The interface consists of a wireless neurotransmitter as well as the implanted spinal cord stimulator, which activates movement in real time.


In the study, each monkey was paralyzed in one leg and walked using its remaining three legs. But as the brain-spinal interface took effect, the monkeys began to use all four legs in a semi-normal gait.


While Borton was excited about the results, he said he “look(s) forward to one day delivering a fully implanted solution that would allow true mobility of (a human) patient to use the locomotor support system in their daily life.”


The challenge in using the device in paralyzed humans is that the translation from brain signal to limb movements is difficult to generalize across individuals, Borton said. This is because the trillions of connections in the brain develop differently according to life experience; they are unique to the individual and can also change over time. “We’re not even close to find(ing) generalizations across people. It’s a very big challenge. It might not even be tenable in people,” Borton added.


Additionally, each of the components of the brain-spinal interface must be proven to be safe in humans before testing is possible, Borton wrote in a follow-up email to The Herald.


While this is a new feat, it is “not good enough yet for independent walking,” wrote John Donoghue, professor of neuroscience, in an email to The Herald. Donoghue was not a co-author of the study, though he helped develop the brain sensor used in the study along with Richard Normann, emeritus distinguished professor of bioengineering and emeritus professor of ophthalmology and visual science at the University of Utah.


The study builds on the work by the BrainGate collaboration, a team that includes researchers from Brown, Case Western Reserve University and Massachusetts General Hospital, according to the press release.
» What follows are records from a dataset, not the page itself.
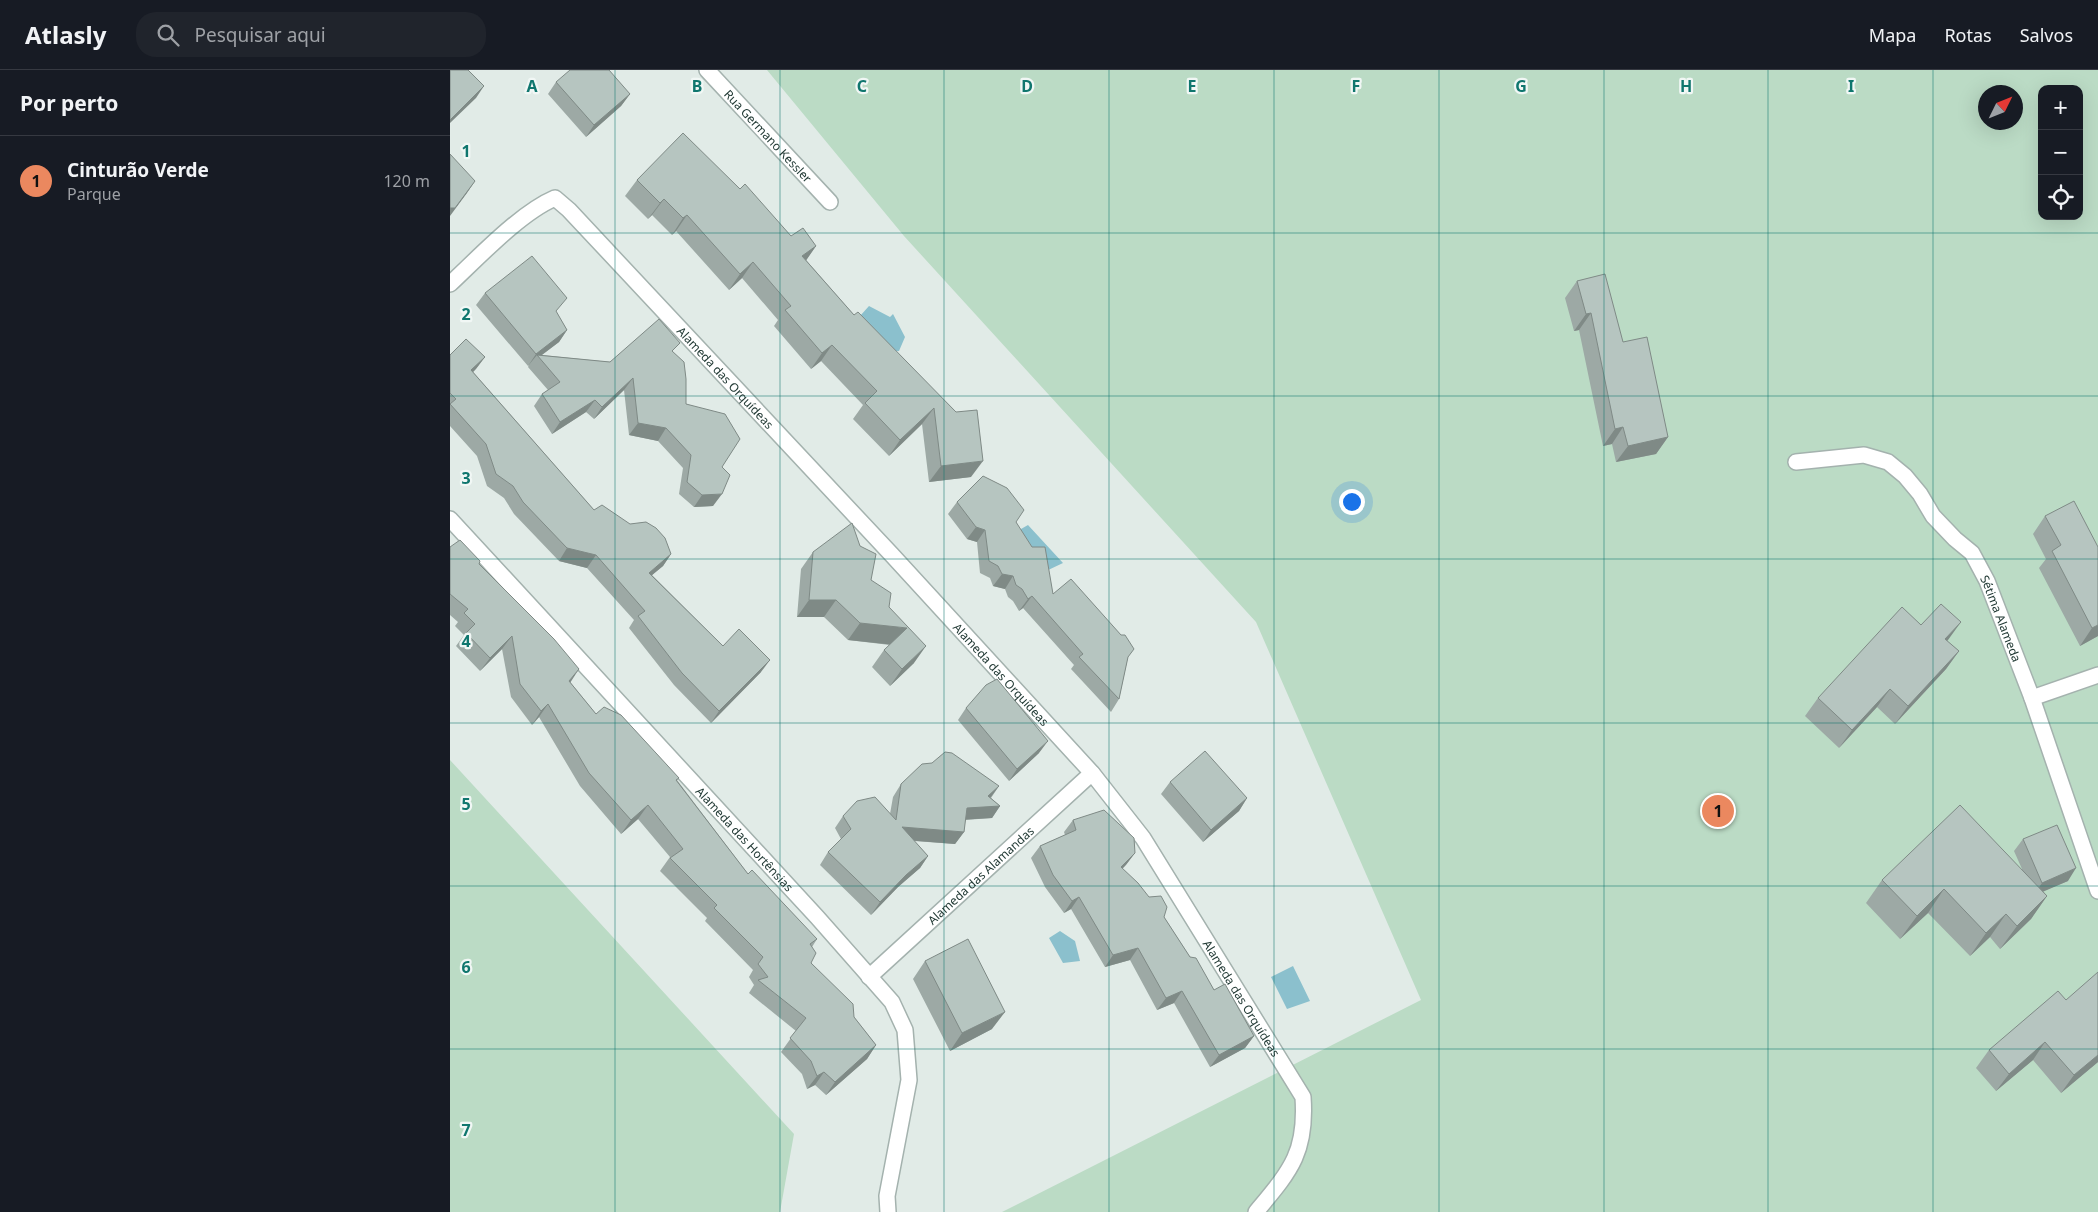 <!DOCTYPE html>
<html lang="pt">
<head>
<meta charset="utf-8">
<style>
	:root { --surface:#171b24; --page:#20242c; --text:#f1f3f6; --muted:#9ea1a6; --line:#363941; --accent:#eb885f }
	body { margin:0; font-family:"Noto Sans",sans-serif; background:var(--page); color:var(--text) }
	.controls { position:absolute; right:15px; top:15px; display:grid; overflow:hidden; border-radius:10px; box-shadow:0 5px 20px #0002 }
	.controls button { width:45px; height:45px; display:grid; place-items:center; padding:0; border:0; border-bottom:1px solid var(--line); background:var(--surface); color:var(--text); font:25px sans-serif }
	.compass { position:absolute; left:1528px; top:15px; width:45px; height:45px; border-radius:50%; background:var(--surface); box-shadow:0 5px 20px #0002; rotate:47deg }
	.you { position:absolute; left:901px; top:431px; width:18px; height:18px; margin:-12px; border:4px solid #fff; border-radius:50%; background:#1a73e8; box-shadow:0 0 0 8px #1a73e833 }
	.badge { display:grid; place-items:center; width:32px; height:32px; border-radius:50%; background:var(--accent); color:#111; font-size:16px; font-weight:700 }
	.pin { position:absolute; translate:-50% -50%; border:2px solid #fff; box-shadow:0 1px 5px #0006 }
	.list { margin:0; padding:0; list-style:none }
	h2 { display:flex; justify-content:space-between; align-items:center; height:65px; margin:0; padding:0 20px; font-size:21px }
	h2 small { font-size:16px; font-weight:400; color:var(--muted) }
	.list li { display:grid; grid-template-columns:32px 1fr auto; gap:15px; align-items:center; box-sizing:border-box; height:90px; padding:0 20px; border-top:1px solid var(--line) }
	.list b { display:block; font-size:19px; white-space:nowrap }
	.list p { margin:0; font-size:16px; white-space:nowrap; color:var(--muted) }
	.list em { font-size:16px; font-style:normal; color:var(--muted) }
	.icon { flex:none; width:28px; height:28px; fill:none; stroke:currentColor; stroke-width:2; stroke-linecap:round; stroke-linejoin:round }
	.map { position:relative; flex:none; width:1648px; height:1142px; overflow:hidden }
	header { display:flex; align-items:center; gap:30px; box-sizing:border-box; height:70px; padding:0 25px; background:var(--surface); border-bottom:1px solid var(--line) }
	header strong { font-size:24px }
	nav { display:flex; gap:28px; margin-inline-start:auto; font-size:18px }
	.search { width:350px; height:45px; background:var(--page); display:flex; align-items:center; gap:12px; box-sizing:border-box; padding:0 18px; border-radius:20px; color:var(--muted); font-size:19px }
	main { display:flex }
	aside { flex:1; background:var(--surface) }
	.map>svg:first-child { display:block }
	.green { fill:#bbdbc5; fill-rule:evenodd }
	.water { fill:#8bc0cd }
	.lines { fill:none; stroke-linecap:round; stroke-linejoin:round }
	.minor-casing { stroke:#a4b2ae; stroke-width:18 }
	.minor { stroke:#fff; stroke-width:15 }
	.wall { fill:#9da9a5 }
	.shaded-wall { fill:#7f8a86 }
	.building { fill:#b6c5c0; stroke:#7f8a86 }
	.grid { fill:none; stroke:#0f766e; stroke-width:1; stroke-opacity:0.55 }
	.labels { text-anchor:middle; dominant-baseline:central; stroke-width:4.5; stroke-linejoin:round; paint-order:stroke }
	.street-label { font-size:12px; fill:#223a35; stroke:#f1f7f5 }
	.grid-label { font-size:16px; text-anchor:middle; font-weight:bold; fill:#0f766e; stroke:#f1f7f5; stroke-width:4.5; stroke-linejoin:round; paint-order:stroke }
</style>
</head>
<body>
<header>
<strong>Atlasly</strong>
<div class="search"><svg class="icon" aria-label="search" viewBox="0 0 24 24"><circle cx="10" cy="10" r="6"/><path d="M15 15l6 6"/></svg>Pesquisar aqui</div>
<nav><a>Mapa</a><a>Rotas</a><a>Salvos</a></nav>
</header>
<main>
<aside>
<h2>Por perto<small></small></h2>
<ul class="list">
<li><span class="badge">1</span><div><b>Cinturão Verde</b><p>Parque</p></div><em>120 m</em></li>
</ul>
</aside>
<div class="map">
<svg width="1648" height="1142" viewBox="0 0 1648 1142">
	<rect width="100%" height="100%" fill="#e1ebe7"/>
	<path class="green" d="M 317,0 L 1648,0 L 1648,1142 L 552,1142 L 971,930 L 806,552 L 454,166 ZM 1592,19 L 1629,19 L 1629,146 L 1592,146 ZM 1536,22 L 1566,22 L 1566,52 L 1536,52 Z
		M 0,690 L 344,1064 L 330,1142 L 0,1142 Z"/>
	<path class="water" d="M 419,236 L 440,247 L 443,244 L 455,267 L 449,281 L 433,282 L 410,246 Z
		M 578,455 L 613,493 L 594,502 L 568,470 L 571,459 Z
		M 610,861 L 625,871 L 630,891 L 613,893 L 599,868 Z
		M 843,896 L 860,931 L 837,939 L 821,907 Z"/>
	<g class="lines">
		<g class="minor-casing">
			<g id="minor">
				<path id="s1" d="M 257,0 L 380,132"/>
				<path id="s2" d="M 0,214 C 29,187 70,143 105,128 L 119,140 L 442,485 L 642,703 L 693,768 L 853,1027 C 857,1083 840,1101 806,1142"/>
				<path id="s3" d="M 1346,392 L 1414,385 L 1438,392 L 1455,406 L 1470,424 L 1483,446 L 1505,469 L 1522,483 L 1537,511 L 1582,628 L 1648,821"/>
				<path id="s4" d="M 0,449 L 367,847 L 442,932 L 455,960 L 459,1010 L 437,1126 L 438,1142"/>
				<path d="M 1582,628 L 1648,605"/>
				<path id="s5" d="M 419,907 L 642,703"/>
			</g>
		</g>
		<use href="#minor" class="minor"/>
	</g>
	<path class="wall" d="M 106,12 L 180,24 L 171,36 L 136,67 L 98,24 Z
		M 187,110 L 290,119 L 341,166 L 366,176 L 356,190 L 404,245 L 506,342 L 521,407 L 479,412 L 472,354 L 439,386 L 403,349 L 413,335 L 371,291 L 361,299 L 324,256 L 328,250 L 292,208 L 279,220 L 226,161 L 222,165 L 202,145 L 198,149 L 175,126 Z
		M 1127,211 L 1173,272 L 1218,367 L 1206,384 L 1166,392 L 1162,374 L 1153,376 L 1129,260 L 1124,261 L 1115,228 Z
		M 35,223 L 106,242 L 117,260 L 109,272 L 92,285 L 160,292 L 223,282 L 236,334 L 272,397 L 263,436 L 244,437 L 229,424 L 233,398 L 208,371 L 179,365 L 174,320 L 144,349 L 136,342 L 102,364 L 84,336 L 92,324 L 98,320 L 78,297 L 79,295 L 78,296 L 26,235 Z
		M 0,285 L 35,287 L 23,302 L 144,440 L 221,484 L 213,496 L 202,505 L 273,576 L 311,602 L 261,653 L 224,615 L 179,558 L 184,550 L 137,498 L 109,491 L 64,444 L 54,428 L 37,416 L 27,386 L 0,356 Z
		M 507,432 L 566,452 L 603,524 L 678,587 L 669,629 L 661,642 L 621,599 L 624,595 L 573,538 L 569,541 L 563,531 L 558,527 L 555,519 L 543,516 L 540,508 L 530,503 L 527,472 L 517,469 L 498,444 Z
		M 1595,446 L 1648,477 L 1648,566 L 1630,576 L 1589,498 L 1596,489 L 1583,464 Z
		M 0,477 L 29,494 L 120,612 L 146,644 L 229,708 L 227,710 L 298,804 L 367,869 L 362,877 L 361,893 L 404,947 L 426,975 L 417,989 L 376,1025 L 365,1015 L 357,1019 L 352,1004 L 331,982 L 346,961 L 299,923 L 304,915 L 299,907 L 303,900 L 255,851 L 257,848 L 210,801 L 220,787 L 188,749 L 171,764 L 130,716 L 89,647 L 82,655 L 61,627 L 52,579 L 30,601 L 6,576 L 14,565 L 5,556 L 8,552 L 0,545 Z
		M 363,482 L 421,510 L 439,537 L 464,593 L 440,616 L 422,597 L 434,580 L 440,575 L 398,570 L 374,547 L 347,547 L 351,499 Z
		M 1471,555 L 1497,571 L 1509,581 L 1496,599 L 1445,654 L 1427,637 L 1389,678 L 1355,646 L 1368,628 Z
		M 516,638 L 589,683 L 559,711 L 508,650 Z
		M 720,712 L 797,728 L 789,741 L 753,772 L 711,724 Z
		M 451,714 L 549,716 L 541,728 L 550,736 L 542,748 L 515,750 L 514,762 L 505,774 L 464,771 L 478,786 L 470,798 L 448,817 L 421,845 L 370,795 L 378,782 L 391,769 L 385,758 L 393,746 L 440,744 L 443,727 Z
		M 623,750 L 685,783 L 672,799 L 714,847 L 740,887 L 764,920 L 804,966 L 795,978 L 760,997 L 724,933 L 707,940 L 680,890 L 655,897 L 621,839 L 614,843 L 595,817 L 581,788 L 590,776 L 615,765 L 614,762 Z
		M 1573,769 L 1618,811 L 1593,821 L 1597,826 L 1581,849 L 1550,879 L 1540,867 L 1520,886 L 1478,843 L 1450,869 L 1416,833 L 1432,810 L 1572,799 L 1564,781 Z
		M 475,891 L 542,959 L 500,981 L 463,909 Z
		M 1616,930 L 1648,992 L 1611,1023 L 1583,990 L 1546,1021 L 1526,998 L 1539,980 Z"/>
	<path class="shaded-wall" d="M 34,16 L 26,28 L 0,53 L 0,50 Z
		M 180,24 L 171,36 L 136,67 L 144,55 Z
		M 25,111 L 17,123 L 0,146 L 0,138 Z
		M 214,129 L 202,145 L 198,149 L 210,133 Z
		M 237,145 L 226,161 L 222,165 L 233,148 Z
		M 366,176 L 355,192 L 352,186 Z
		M 303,192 L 292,208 L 279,220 L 290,204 Z
		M 1141,243 L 1129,260 L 1124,261 L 1136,244 Z
		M 117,260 L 109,272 L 89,287 L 87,285 L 78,296 L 86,284 Z
		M 382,275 L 371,291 L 361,299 L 372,283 Z
		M 35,287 L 26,299 L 13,312 L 21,300 Z
		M 183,308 L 174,320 L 144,349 L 152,337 Z
		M 145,330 L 136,342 L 102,364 L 110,352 Z
		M 484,338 L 472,354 L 439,386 L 450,370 Z
		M 188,353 L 216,358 L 208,371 L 179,365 Z
		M 1173,357 L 1162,374 L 1153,376 L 1165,359 Z
		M 1218,367 L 1206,384 L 1166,392 L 1178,376 Z
		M 533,391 L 521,407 L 479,412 L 491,396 Z
		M 272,424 L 263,436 L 244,437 L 252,425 Z
		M 526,457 L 535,460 L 527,472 L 517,469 Z
		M 117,478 L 146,485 L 137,498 L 109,491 Z
		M 221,484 L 213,496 L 190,515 L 199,503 Z
		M 552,504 L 563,506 L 555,519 L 543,516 Z
		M 582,526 L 573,538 L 569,541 L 578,529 Z
		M 359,530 L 386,530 L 374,547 L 347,547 Z
		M 1511,552 L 1498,570 L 1483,587 L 1495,569 Z
		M 410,553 L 457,558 L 445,575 L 398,570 Z
		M 1648,555 L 1648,566 L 1630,576 L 1642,558 Z
		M 62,566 L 52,579 L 30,601 L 40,588 Z
		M 476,576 L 464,593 L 440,616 L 452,599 Z
		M 1509,581 L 1496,599 L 1445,654 L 1458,636 Z
		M 320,590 L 311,602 L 261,653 L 269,641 Z
		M 129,599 L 120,613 L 119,611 Z
		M 1440,619 L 1427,637 L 1389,678 L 1402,660 Z
		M 98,634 L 89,647 L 82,655 L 91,641 Z
		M 598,671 L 589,683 L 559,711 L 567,699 Z
		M 549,716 L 540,728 L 550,736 L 542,748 L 508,750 L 517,738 L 538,726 Z
		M 797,728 L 789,741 L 753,772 L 761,760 Z
		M 198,735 L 188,749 L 171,764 L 181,750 Z
		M 452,757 L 514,762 L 505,774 L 443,769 Z
		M 685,783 L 676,795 L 662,809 L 671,797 Z
		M 478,786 L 470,798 L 448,817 L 421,845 L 430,832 L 456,805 Z
		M 1626,798 L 1618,811 L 1583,826 L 1592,813 Z
		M 1494,819 L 1478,843 L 1450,869 L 1467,846 Z
		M 1597,826 L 1581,849 L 1550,879 L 1567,856 Z
		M 629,827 L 621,839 L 614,843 L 622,831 Z
		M 1556,844 L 1540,867 L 1520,886 L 1536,863 Z
		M 688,878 L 680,890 L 655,897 L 663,885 Z
		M 732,921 L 724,933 L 707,940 L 716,928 Z
		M 555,942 L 542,959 L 500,981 L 512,963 Z
		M 804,966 L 795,978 L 760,997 L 769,985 Z
		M 1595,972 L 1583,990 L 1546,1021 L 1559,1004 Z
		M 426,975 L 417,989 L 376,1025 L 385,1012 Z
		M 1648,985 L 1648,992 L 1611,1023 L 1624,1005 Z
		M 374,1002 L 365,1015 L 357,1019 L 367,1006 Z"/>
	<path class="building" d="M 0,0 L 18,0 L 34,16 L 0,50 Z
		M 120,0 L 159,0 L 180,24 L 144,55 L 106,12 Z
		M 233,63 L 290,119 L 295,114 L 341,166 L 353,158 L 366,176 L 352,186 L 404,245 L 408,242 L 506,342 L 527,340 L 533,391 L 491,396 L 484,338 L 450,370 L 415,333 L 427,321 L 382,275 L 372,283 L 335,240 L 341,236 L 303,192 L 290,204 L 237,145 L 233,148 L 214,129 L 210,133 L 187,110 Z
		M 0,84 L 25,111 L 5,138 L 0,138 Z
		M 82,186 L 117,228 L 106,241 L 117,260 L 86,284 L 35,223 Z
		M 1155,204 L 1173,272 L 1197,267 L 1218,367 L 1178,376 L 1173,357 L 1165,359 L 1141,243 L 1136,244 L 1127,211 Z
		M 209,249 L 230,273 L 222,281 L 234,292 L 236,309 L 236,334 L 275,344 L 290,369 L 272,397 L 280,405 L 272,424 L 252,425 L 237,412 L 241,385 L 216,358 L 188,353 L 183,308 L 152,337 L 145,330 L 110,352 L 92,324 L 110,312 L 87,285 L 160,292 Z
		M 16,269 L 35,287 L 21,300 L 144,440 L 152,435 L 180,454 L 196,452 L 206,458 L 215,468 L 221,484 L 199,503 L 273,576 L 289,559 L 320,590 L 269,641 L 232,603 L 188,546 L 195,541 L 146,485 L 117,478 L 73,432 L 63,416 L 46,404 L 36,374 L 0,334 L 6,329 L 0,323 L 0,285 Z
		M 533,406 L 557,418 L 574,440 L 566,452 L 582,477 L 595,477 L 603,524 L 621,509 L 671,565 L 675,565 L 684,579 L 678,587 L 669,629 L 629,587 L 633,584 L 582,526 L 578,529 L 572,519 L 566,515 L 563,506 L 552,504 L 548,496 L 539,491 L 535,460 L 526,457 L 507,432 Z
		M 1624,431 L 1648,477 L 1648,555 L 1642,558 L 1602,481 L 1611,475 L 1595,446 Z
		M 402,453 L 410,476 L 426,484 L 421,510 L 441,523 L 439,537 L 476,576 L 452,599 L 434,580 L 457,558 L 410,553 L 386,530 L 359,530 L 363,482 Z
		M 10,470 L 30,491 L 29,494 L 104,569 L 129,599 L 119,611 L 146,644 L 154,637 L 171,645 L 229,708 L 226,710 L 298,804 L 302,800 L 367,869 L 360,874 L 366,883 L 361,893 L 403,934 L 404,947 L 426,975 L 385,1012 L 374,1002 L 367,1006 L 361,991 L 340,968 L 356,948 L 308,910 L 318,907 L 308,894 L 313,887 L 264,838 L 267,835 L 220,788 L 233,779 L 198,735 L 181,750 L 139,703 L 98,634 L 91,641 L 70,614 L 62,566 L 40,588 L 16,563 L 25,554 L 14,543 L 18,539 L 0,524 L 0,477 Z
		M 1491,534 L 1511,552 L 1495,569 L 1509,581 L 1458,636 L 1440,619 L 1402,660 L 1368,628 L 1452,537 L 1471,555 Z
		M 547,609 L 598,671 L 567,699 L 516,638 L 536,615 Z
		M 755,681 L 797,728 L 761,760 L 720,712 Z
		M 495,682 L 502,683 L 549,716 L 538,726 L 550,736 L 517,738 L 514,762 L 452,757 L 478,786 L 456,805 L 430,832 L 378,782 L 401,759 L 393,746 L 407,731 L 425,727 L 446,750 L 451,714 L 472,694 L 482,693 Z
		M 1510,735 L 1597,826 L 1567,856 L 1556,844 L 1536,863 L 1494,819 L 1467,846 L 1432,810 Z
		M 654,740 L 684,768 L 685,783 L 671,797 L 688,813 L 699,827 L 711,826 L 717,837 L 714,847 L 740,887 L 746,888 L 764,920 L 775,914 L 804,966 L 769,985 L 732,921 L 716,928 L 688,878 L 663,885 L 629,827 L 622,831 L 603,805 L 590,776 L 626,760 L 623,750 Z
		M 1607,755 L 1626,798 L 1592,813 L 1573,769 Z
		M 518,869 L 555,942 L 512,963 L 475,891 Z
		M 1648,902 L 1648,985 L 1624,1005 L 1595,972 L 1559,1004 L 1539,980 L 1608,921 L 1616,930 Z"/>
	<path class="grid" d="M 165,0 L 165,1142M 330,0 L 330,1142M 494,0 L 494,1142M 659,0 L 659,1142M 824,0 L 824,1142M 989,0 L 989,1142M 1154,0 L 1154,1142M 1318,0 L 1318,1142M 1483,0 L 1483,1142M 0,163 L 1648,163M 0,326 L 1648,326M 0,489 L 1648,489M 0,653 L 1648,653M 0,816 L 1648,816M 0,979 L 1648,979"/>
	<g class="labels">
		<g class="street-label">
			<text stroke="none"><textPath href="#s1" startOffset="90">Rua Germano Kessler</textPath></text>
			<text stroke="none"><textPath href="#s2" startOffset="384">Alameda das Orquídeas</textPath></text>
			<text stroke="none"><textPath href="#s3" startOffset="290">Sétima Alameda</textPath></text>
			<text stroke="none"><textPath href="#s2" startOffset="789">Alameda das Orquídeas</textPath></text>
			<text stroke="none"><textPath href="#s4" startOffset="435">Alameda das Hortênsias</textPath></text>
			<text stroke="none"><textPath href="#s5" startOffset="151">Alameda das Alamandas</textPath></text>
			<text stroke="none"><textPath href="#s2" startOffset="1194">Alameda das Orquídeas</textPath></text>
		</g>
	</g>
	<g class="grid-label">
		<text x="82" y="22">A</text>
		<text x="247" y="22">B</text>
		<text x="412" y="22">C</text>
		<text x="577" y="22">D</text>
		<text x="742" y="22">E</text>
		<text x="906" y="22">F</text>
		<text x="1071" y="22">G</text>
		<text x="1236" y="22">H</text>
		<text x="1401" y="22">I</text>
		<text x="16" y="87">1</text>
		<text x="16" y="250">2</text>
		<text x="16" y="414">3</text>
		<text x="16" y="577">4</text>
		<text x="16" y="740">5</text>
		<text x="16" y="903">6</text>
		<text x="16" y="1066">7</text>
	</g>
</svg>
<div class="controls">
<button>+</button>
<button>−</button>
<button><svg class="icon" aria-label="locate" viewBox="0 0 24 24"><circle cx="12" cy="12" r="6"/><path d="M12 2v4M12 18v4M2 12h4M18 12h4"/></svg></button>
</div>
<svg class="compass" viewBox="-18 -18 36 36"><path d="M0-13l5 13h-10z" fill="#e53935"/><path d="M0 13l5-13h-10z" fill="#9ea1a6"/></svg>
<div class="you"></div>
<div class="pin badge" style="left:1268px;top:741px">1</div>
</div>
</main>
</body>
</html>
BrainGate focuses on developing technologies to restore the functions of people with neurologic disease, injury or limb loss.


In its research, BrainGate uses the brain-computer interface that was initially developed at Brown. In a 2012 study, this brain-computer interface allowed people with severe paralysis to control a robotic arm using their brain activity. The study was led by Donoghue and Leigh Hochberg, professor of engineering at Brown and neurologist at Massachusetts General Hospital.


“This (work) has relevance not only toward the restoration of gait for people with paraplegia, but (also) more broadly in the development of closed-loop neural interfaces that could help people with other neurologic, cognitive or affective disorders,” Hochberg wrote in an email to The Herald.


Braingate is led by Hochberg, Donoghue, Borton and Arto Nurmikko, professor of engineering and professor of physics.